- Americans waiting to return to work expect the job hunt to stay easy, according to a New York Fed survey.
- The average perceived chance of losing one’s job fell to 12.6% in May, the lowest level since 2013.
- The perceived chance of finding a job soared the most on record, to its highest point since February 2020.
- See more stories on Insider’s business page.
On one end of the labor market, millions of Americans are still jobless. And, whether it’s because of enhanced unemployment benefits, COVID-19 fears, or childcare costs, they aren’t in a rush to find work.
On the other, employers are waiting for workers with open arms. Data suggests it’s the easiest time to find a job since the economy peaked in early 2020.
The US sits squarely in an unusual labor shortage. Job openings sat at a record-high 9.3 million by the end of April, yet quits also hit a record and payroll growth has landed below expectations for two months straight. Businesses are rushing to rehire as the economy opens up. But Americans aren’t hearing the call.
A new report from the
Bank of New York suggests that, at least for the next year, Americans expect their labor to stay in high demand. The mean perceived probability of losing one’s job fell to 12.6% in May, according to survey data published Monday. That’s the lowest level since data collection began in 2013, and the drop was larger for low-income Americans and those with no more than a high school diploma.

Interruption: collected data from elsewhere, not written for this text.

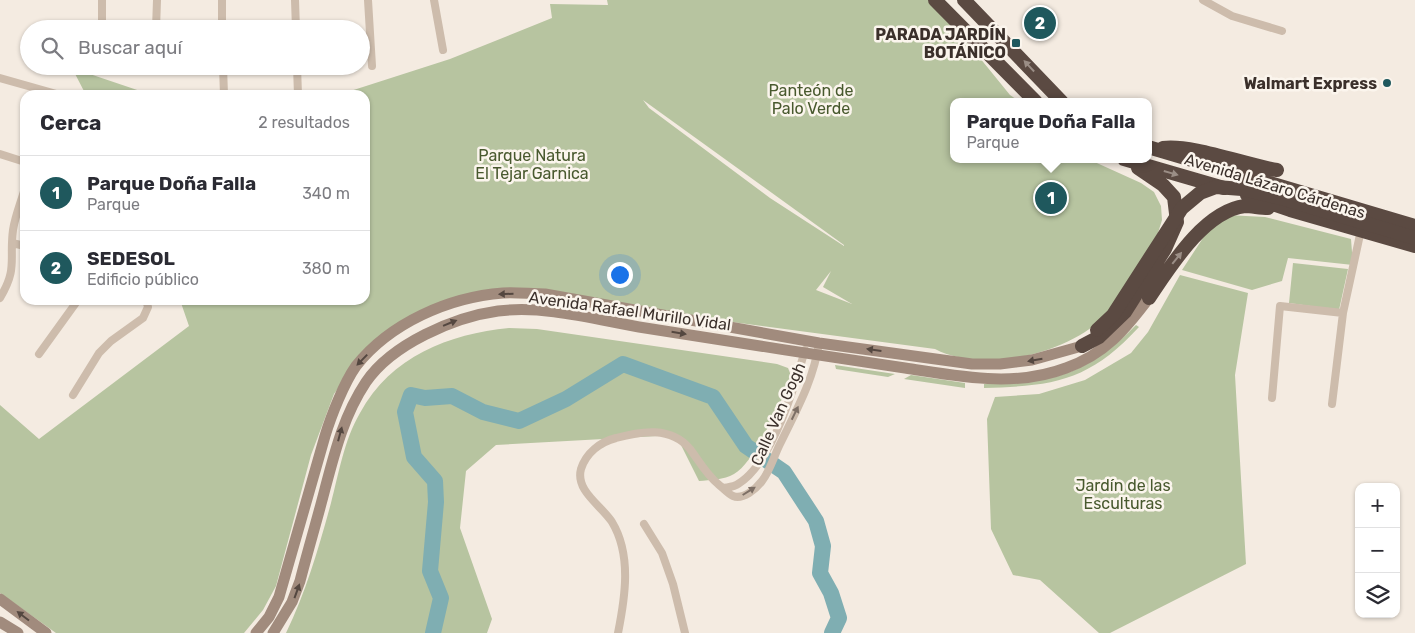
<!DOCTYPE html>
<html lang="es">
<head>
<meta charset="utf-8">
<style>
	:root { --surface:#fff; --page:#f7f7f7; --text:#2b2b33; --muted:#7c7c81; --line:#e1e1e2; --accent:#1f585d }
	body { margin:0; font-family:Rubik,sans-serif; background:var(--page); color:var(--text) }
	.controls { position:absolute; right:15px; bottom:15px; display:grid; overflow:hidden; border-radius:10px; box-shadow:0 1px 4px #0004 }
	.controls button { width:45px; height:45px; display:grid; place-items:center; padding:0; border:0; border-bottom:1px solid var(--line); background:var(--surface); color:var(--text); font:25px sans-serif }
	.you { position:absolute; left:619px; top:274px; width:18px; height:18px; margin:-12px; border:4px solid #fff; border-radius:50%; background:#1a73e8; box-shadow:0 0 0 8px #1a73e833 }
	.badge { display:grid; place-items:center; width:32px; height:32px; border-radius:50%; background:var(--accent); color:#fff; font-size:16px; font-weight:700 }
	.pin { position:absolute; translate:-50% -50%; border:2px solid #fff; box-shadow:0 1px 5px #0006 }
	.popup { position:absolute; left:950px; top:98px; width:202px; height:65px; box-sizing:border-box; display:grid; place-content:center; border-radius:10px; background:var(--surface); filter:drop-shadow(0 1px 4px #0005); font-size:16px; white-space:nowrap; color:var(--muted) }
	.popup b { font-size:19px; color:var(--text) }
	.popup::after { content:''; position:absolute; left:50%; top:100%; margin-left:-10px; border:10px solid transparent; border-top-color:var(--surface) }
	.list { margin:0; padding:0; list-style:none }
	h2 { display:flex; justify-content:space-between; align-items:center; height:65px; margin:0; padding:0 20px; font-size:21px }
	h2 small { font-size:16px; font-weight:400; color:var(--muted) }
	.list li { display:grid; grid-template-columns:32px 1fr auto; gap:15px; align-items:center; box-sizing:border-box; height:75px; padding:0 20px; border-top:1px solid var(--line) }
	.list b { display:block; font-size:19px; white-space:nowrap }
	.list p { margin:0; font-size:16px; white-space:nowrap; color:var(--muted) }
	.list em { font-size:16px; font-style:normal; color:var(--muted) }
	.icon { flex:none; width:28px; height:28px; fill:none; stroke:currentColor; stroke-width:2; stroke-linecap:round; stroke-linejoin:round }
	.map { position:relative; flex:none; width:1415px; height:633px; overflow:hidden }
	.search { position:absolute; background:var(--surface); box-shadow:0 1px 4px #0004; left:20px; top:20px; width:350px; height:55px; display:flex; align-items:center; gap:12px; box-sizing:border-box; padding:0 18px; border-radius:28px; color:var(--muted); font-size:19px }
	.panel { position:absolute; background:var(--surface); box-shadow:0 1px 4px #0004; left:20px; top:90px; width:350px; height:215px; border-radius:15px }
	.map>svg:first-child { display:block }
	.green { fill:#b7c4a0; fill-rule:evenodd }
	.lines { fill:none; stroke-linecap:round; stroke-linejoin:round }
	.river { stroke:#7faeb2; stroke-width:16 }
	.street { stroke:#cdbcac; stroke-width:8 }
	.secondary { stroke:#a18b7d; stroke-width:11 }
	.highway { stroke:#5b4a42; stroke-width:14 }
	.highway-bridge { stroke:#5b4a42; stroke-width:14 }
	.oneway { fill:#9b8e86 }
	.oneway2 { fill:#544740 }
	.oneway3 { fill:#7d6f65 }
	.poi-dot { fill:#1f585d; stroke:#fbf5ed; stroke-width:2 }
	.labels { text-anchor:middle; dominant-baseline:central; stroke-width:5; stroke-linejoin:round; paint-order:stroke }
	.poi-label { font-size:16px; font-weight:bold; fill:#3b302b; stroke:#fbf5ed; text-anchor:end }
	.park-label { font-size:16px; fill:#48592e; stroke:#fbf5ed }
	.street-label { font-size:16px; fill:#3b302b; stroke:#fbf5ed }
</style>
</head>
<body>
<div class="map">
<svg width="1415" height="633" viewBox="0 0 1415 633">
	<rect width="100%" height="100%" fill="#f4ebe1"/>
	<path class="green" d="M607,0H928L962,36L1010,95L1020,102H954V159H1088L1141,183L1154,192L1161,206L1162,220L1158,233C1142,259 1127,289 1107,313C1072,354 983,374 935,349L499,291L409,318L350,372L334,394L311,455L276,586L263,610L244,633H56L0,593V405L39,439L189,326L180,300H365V95H338L450,59L552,18L550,4L608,5ZM643,100L844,245V246L770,198L649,108ZM831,271L823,287L852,304L816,290Z
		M72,68L152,95H86Z
		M1227,215L1265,217L1351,239L1353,265L1288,258L1282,281L1252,290L1182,270L1205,235Z
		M1293,263L1348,269L1339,310L1289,303Z
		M1180,275L1248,293L1235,375L1246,564L1110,633H1099L1040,580L1013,575L991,529L987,419L995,397L1039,394L1085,380L1131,353L1148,332Z
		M1136,325L1139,327C1089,381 1055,386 984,388V384C1053,383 1087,375 1136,325Z
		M509,328L537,329L777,364L788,368L792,378C780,402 755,462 734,474C724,480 710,480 699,481L676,435L496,445L466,471L460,528L492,619L487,633H286C306,592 319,547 331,503C339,473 344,440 360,413C391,356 449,334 509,328Z
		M835,365L895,374L888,377L836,369Z
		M911,375L965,383V388L904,379Z"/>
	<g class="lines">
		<path class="river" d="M433,633L441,598L430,571L436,502L435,481L414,457L405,412L411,395L425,398L452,396L483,412L519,421L566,399L623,364L713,397L746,446L784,472L816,521L823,546L820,573L831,593L839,618L832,633"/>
		<path class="street" d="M222,0V29
			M295,0L296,29
			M368,0L372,66
			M434,0L443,50
			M1203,0L1232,16L1282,31
			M102,29V0
			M156,29L157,0
			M223,66L224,95
			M297,66L298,95
			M0,78L60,95
			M0,154L25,162
			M12,243L25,246
			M0,298C18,268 9,260 13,230C15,216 21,202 25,188
			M39,354L78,300
			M73,395L99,353L111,341L143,318L148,307L146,300
			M1272,398L1280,306L1343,313
			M1332,404L1343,313L1361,230
			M723,488C728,487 734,487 738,484C772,464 795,386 805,350
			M644,524L662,553L673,584L685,633
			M618,633C625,598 632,555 612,522C602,506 575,491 581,469C586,453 600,442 616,438C641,431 671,426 690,449C699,461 706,474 718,484C722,487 728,494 733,496C743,500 756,489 762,481C770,471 774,456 780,444C796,411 814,379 819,343"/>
		<path class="secondary" d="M0,599L46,633
			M0,622L18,633
			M256,633L269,617L279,597L325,436C331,416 344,383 356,366C390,323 449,297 503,293C516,292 531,294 545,294L819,343L972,364H1000L1032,360L1082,346
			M273,633L292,602L300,581C308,550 317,520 325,489C335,451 344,415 366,382C392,344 454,317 498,311C544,305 594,319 639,327C728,341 816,355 905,368C958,376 1014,388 1066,368C1105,354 1125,330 1149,298"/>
		<path class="highway" d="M935,0L1036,102
			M964,0L1062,102
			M1148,147L1415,226
			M1163,148C1191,144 1246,165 1277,170
			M1124,159L1224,188
			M1247,195L1290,210L1415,246
			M1149,298C1170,267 1204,211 1245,206C1252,206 1260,208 1268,208
			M1082,346L1099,337L1125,312L1165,249L1177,222L1174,197L1163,185L1138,168"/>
		<path class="highway-bridge" d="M1097,330L1113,315L1182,208L1200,193L1216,187L1242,189L1284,199L1415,238"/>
	</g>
	<defs><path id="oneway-solid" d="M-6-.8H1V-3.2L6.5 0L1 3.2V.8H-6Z" transform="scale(1.25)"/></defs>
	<g class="oneway">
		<use href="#oneway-solid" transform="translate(1029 66) rotate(-133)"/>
		<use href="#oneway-solid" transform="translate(1171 173) rotate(16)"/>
		<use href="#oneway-solid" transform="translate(1177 258) rotate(-51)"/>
	</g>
	<g class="oneway2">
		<use href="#oneway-solid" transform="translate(506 294) rotate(178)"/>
		<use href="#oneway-solid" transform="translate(450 323) rotate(-22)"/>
		<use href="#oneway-solid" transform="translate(679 333) rotate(9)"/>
		<use href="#oneway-solid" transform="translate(874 350) rotate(-172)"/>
		<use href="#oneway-solid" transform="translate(362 360) rotate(134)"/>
		<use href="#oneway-solid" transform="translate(1035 360) rotate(170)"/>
		<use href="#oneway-solid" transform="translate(340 434) rotate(-75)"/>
		<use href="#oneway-solid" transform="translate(297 591) rotate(-70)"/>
		<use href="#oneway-solid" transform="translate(23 616) rotate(-143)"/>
	</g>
	<g class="oneway3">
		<use href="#oneway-solid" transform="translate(795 413) rotate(-64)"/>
		<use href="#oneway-solid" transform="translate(749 491) rotate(-32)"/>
	</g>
	<g class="poi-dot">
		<rect x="1011" y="38" width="10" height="10" rx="2.5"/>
		<circle cx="1387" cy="83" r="5"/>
	</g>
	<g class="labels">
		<g class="poi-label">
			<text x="1006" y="34">PARADA JARDÍN<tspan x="1006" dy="18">BOTÁNICO</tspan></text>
			<text x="1377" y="83">Walmart Express</text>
		</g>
		<g class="park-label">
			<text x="811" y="90">Panteón de<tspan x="811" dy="18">Palo Verde</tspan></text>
			<text x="532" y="155">Parque Natura<tspan x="532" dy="18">El Tejar Garnica</tspan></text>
			<text x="1123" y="485">Jardín de las<tspan x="1123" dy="18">Esculturas</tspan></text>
		</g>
		<g class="street-label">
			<text transform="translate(1275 186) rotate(17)">Avenida Lázaro Cárdenas</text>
			<text transform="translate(630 311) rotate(8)">Avenida Rafael Murillo Vidal</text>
			<text transform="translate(778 414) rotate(-66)">Calle Van Gogh</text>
		</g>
	</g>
</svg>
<div class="controls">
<button>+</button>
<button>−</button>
<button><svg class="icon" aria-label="layers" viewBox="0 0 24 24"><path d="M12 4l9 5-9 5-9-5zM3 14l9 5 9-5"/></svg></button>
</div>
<div class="you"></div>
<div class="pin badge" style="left:1051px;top:198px">1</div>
<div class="popup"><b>Parque Doña Falla</b>Parque</div>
<div class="pin badge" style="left:1040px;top:23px">2</div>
<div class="search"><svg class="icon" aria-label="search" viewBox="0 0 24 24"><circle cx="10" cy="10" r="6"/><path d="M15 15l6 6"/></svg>Buscar aquí</div>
<section class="panel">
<h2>Cerca<small>2 resultados</small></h2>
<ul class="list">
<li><span class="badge">1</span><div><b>Parque Doña Falla</b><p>Parque</p></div><em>340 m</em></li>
<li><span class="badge">2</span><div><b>SEDESOL</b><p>Edificio público</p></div><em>380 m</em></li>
</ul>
</section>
</div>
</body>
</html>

Respondents were also more optimistic that they could find work if they lost their current job. The mean perceived probability of finding a job rose to 54% in May from 49.8%, marking the largest month-over-month jump on record. The share is also the highest since February 2020, signaling Americans are the most confident in their ability to find work since the pandemic first rocked the US.
More broadly, just 31.9% of those surveyed said they expect the unemployment rate to be higher in 12 months. That’s the lowest reading on record. Taken together, the survey shows Americans in little rush to rejoin the workforce.
The incentive? Decades-high wage growth
Workers’ patience is literally paying off. Average hourly earnings have boomed through the spring as businesses raise wages to attract workers. Barring an unusual spike at the start of the pandemic, two-month wage growth hit its fastest pace since 1983 in May.
Accelerating wage growth has given Democrats something to focus on amid less-than-stellar payroll growth. President Joe Biden cheered the gains in a May speech, saying competition over employees “doesn’t just give workers more ability to earn a higher wage,” but “dignity and respect in the workplace.”
Separately, Federal Reserve Chair Jerome Powell said that such an uptrend would signal a “really tight labor market.” The Fed has indicated it will let inflation run hot for some time to encourage maximum employment and a healthy pick-up in wage growth.
And, like with easy employment, Americans expect the gains to continue. Median one-year earnings growth expectations rose 0.4% in May to 2.5%, according to the New York Fed. The increase brings expectations close to pre-pandemic levels. The bulk of the gains were driven by respondents with no more than a high school degree, suggesting the service-industry workers staying on the sidelines are optimistic that earnings will grow faster.